(Provided information Opens)

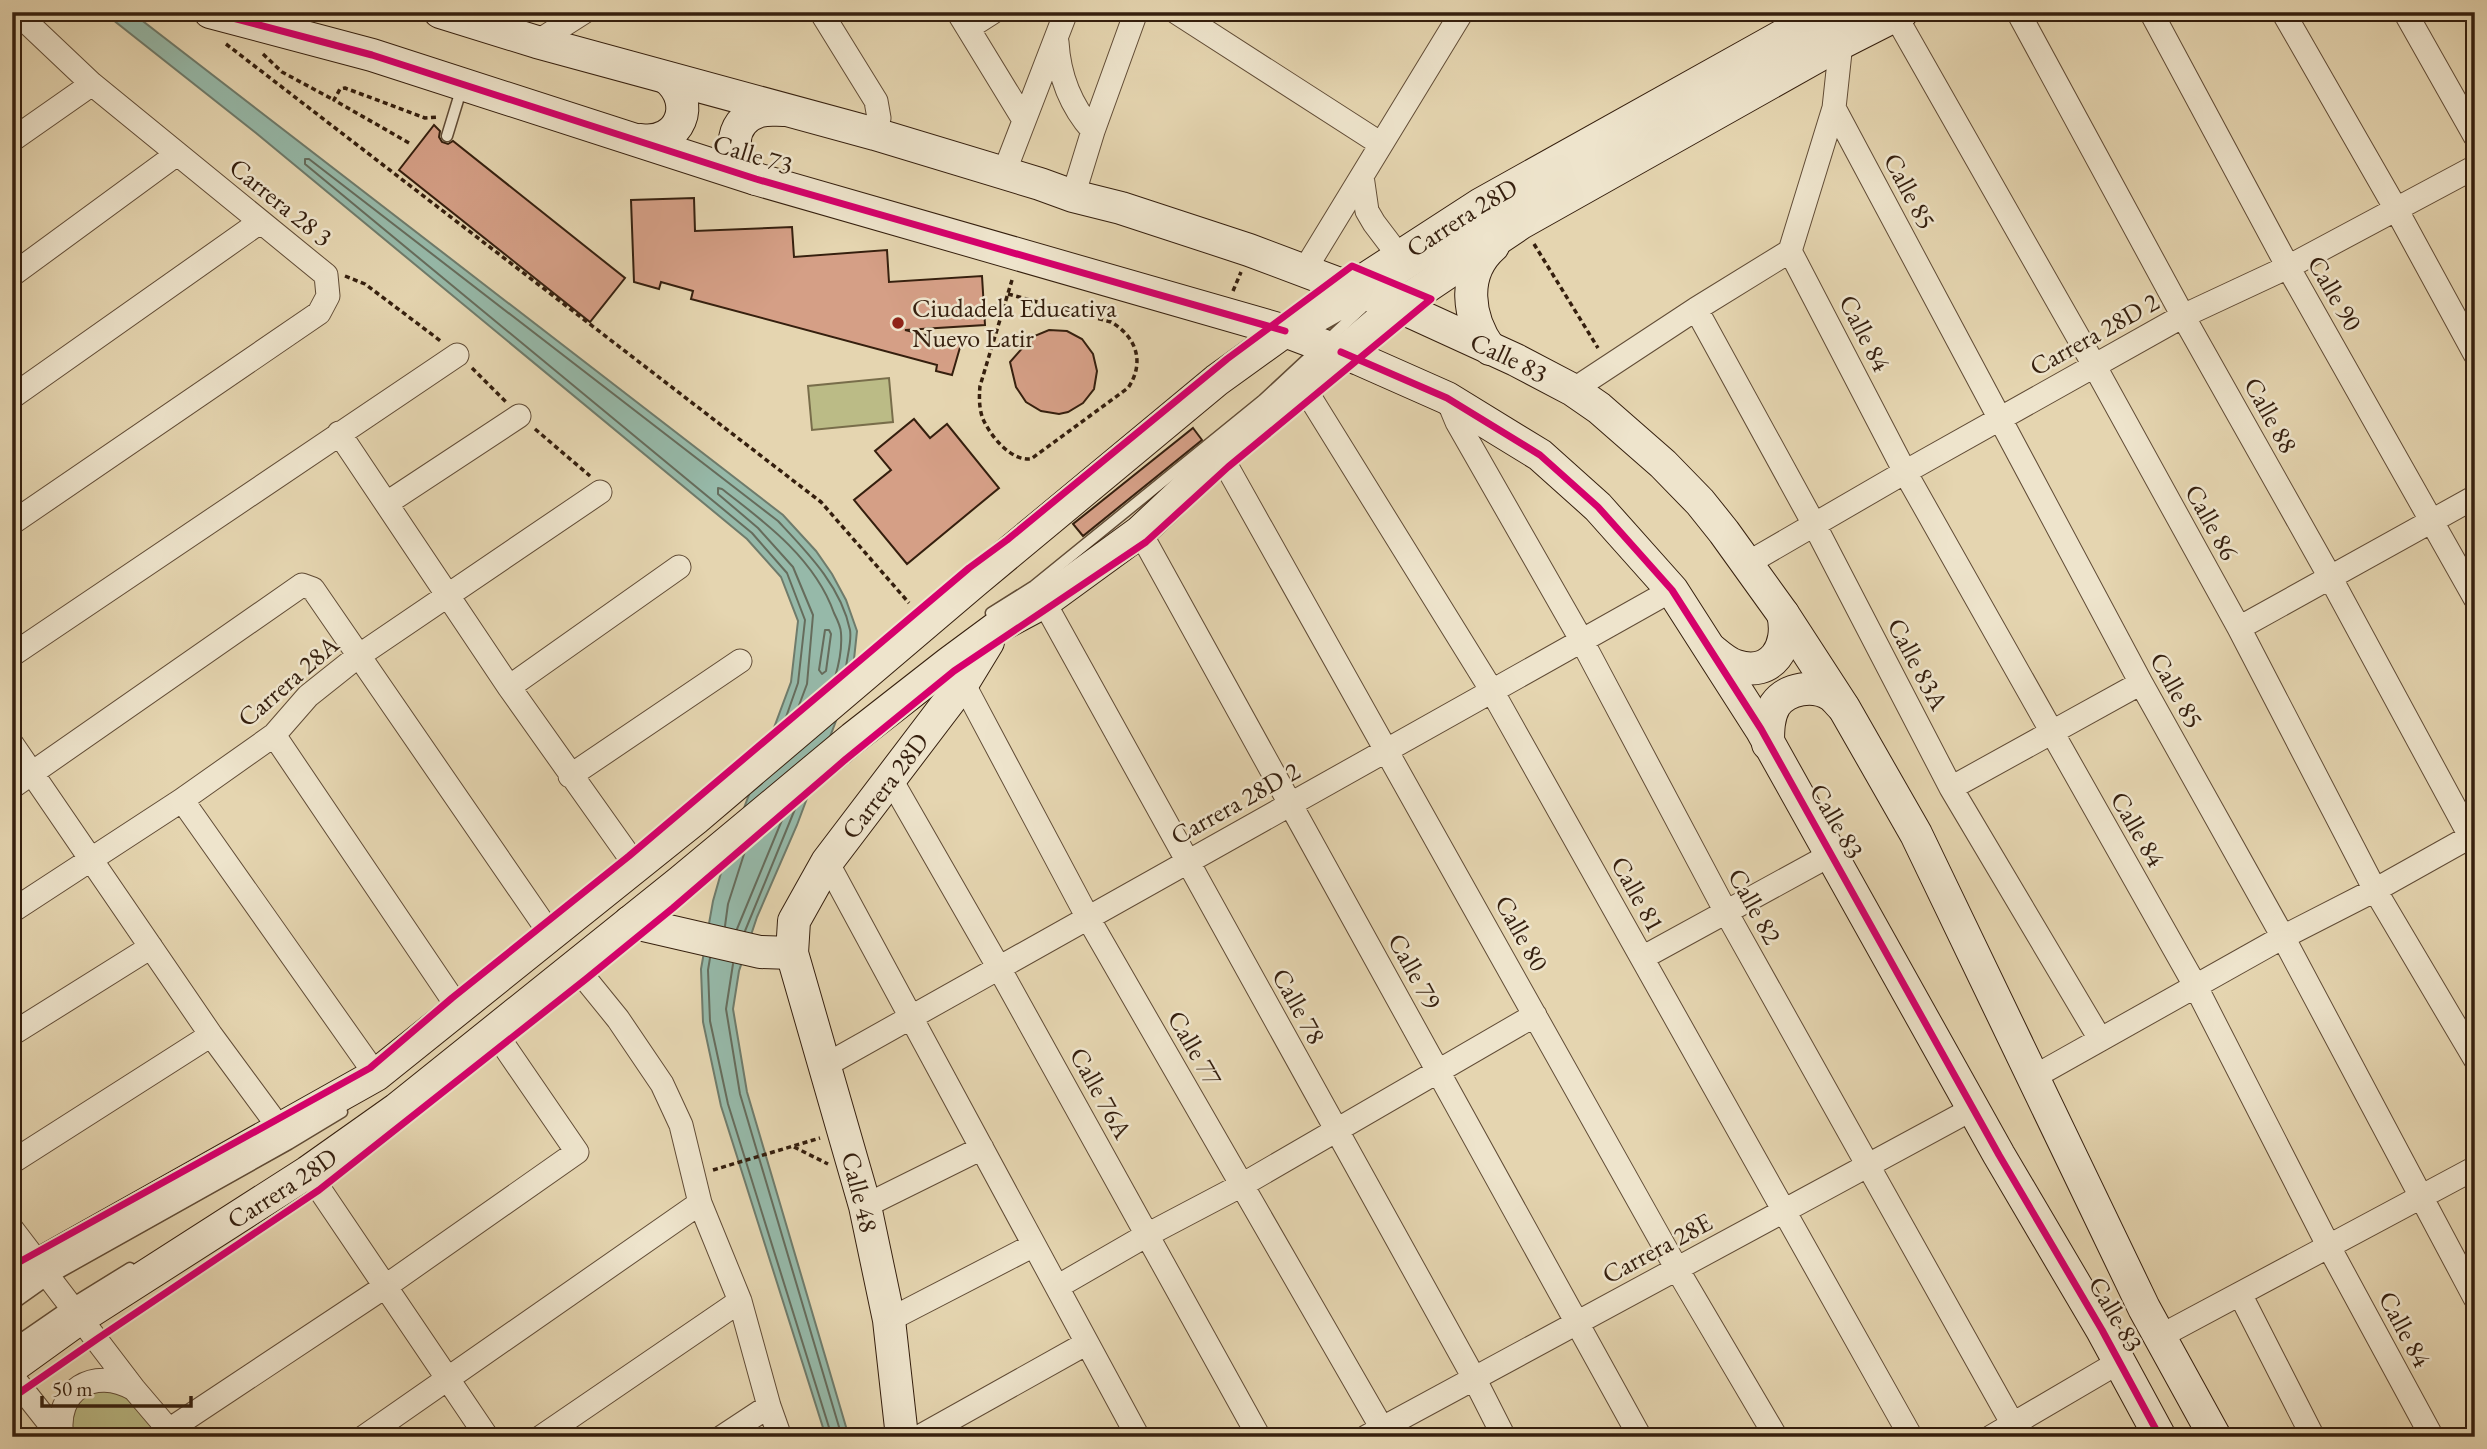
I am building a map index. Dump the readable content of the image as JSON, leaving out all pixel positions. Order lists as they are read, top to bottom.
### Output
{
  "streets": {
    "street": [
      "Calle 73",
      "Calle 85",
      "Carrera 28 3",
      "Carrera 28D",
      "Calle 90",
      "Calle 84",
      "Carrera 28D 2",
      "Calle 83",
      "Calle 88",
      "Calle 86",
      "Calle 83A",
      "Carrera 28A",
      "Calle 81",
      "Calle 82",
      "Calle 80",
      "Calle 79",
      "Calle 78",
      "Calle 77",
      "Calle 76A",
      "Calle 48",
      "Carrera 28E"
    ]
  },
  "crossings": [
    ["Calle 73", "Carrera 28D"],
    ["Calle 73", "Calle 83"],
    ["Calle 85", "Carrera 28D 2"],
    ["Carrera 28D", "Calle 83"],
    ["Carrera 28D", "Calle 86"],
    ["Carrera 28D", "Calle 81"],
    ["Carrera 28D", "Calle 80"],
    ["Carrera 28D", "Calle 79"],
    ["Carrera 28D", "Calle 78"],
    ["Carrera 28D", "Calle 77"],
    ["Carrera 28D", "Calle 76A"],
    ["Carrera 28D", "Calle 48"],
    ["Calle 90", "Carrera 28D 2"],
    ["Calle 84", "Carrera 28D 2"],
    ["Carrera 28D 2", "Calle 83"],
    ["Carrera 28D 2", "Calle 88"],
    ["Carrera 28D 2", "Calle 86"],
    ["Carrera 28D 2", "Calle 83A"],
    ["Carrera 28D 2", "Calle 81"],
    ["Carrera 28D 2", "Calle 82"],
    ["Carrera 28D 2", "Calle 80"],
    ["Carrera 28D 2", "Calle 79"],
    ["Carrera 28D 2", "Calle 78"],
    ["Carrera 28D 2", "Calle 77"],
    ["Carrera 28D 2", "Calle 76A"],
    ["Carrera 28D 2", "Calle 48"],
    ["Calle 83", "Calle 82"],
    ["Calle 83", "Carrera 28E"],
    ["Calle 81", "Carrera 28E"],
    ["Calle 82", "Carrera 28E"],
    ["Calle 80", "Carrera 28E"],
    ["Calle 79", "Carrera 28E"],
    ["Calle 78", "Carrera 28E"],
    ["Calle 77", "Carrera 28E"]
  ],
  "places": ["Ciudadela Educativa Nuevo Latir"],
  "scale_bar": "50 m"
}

(Provided information Closes)

**About this task**
The pictures in the entries should be left out; output everything else exactly.

**Finished task**
I am building a map index. Dump the readable content of the image as JSON, leaving out all pixel positions. Order lists as they are read, top to bottom.
### Output
{
  "streets": {
    "street": [
      "Calle 73",
      "Calle 85",
      "Carrera 28 3",
      "Carrera 28D",
      "Calle 90",
      "Calle 84",
      "Carrera 28D 2",
      "Calle 83",
      "Calle 88",
      "Calle 86",
      "Calle 83A",
      "Carrera 28A",
      "Calle 81",
      "Calle 82",
      "Calle 80",
      "Calle 79",
      "Calle 78",
      "Calle 77",
      "Calle 76A",
      "Calle 48",
      "Carrera 28E"
    ]
  },
  "crossings": [
    ["Calle 73", "Carrera 28D"],
    ["Calle 73", "Calle 83"],
    ["Calle 85", "Carrera 28D 2"],
    ["Carrera 28D", "Calle 83"],
    ["Carrera 28D", "Calle 86"],
    ["Carrera 28D", "Calle 81"],
    ["Carrera 28D", "Calle 80"],
    ["Carrera 28D", "Calle 79"],
    ["Carrera 28D", "Calle 78"],
    ["Carrera 28D", "Calle 77"],
    ["Carrera 28D", "Calle 76A"],
    ["Carrera 28D", "Calle 48"],
    ["Calle 90", "Carrera 28D 2"],
    ["Calle 84", "Carrera 28D 2"],
    ["Carrera 28D 2", "Calle 83"],
    ["Carrera 28D 2", "Calle 88"],
    ["Carrera 28D 2", "Calle 86"],
    ["Carrera 28D 2", "Calle 83A"],
    ["Carrera 28D 2", "Calle 81"],
    ["Carrera 28D 2", "Calle 82"],
    ["Carrera 28D 2", "Calle 80"],
    ["Carrera 28D 2", "Calle 79"],
    ["Carrera 28D 2", "Calle 78"],
    ["Carrera 28D 2", "Calle 77"],
    ["Carrera 28D 2", "Calle 76A"],
    ["Carrera 28D 2", "Calle 48"],
    ["Calle 83", "Calle 82"],
    ["Calle 83", "Carrera 28E"],
    ["Calle 81", "Carrera 28E"],
    ["Calle 82", "Carrera 28E"],
    ["Calle 80", "Carrera 28E"],
    ["Calle 79", "Carrera 28E"],
    ["Calle 78", "Carrera 28E"],
    ["Calle 77", "Carrera 28E"]
  ],
  "places": ["Ciudadela Educativa Nuevo Latir"],
  "scale_bar": "50 m"
}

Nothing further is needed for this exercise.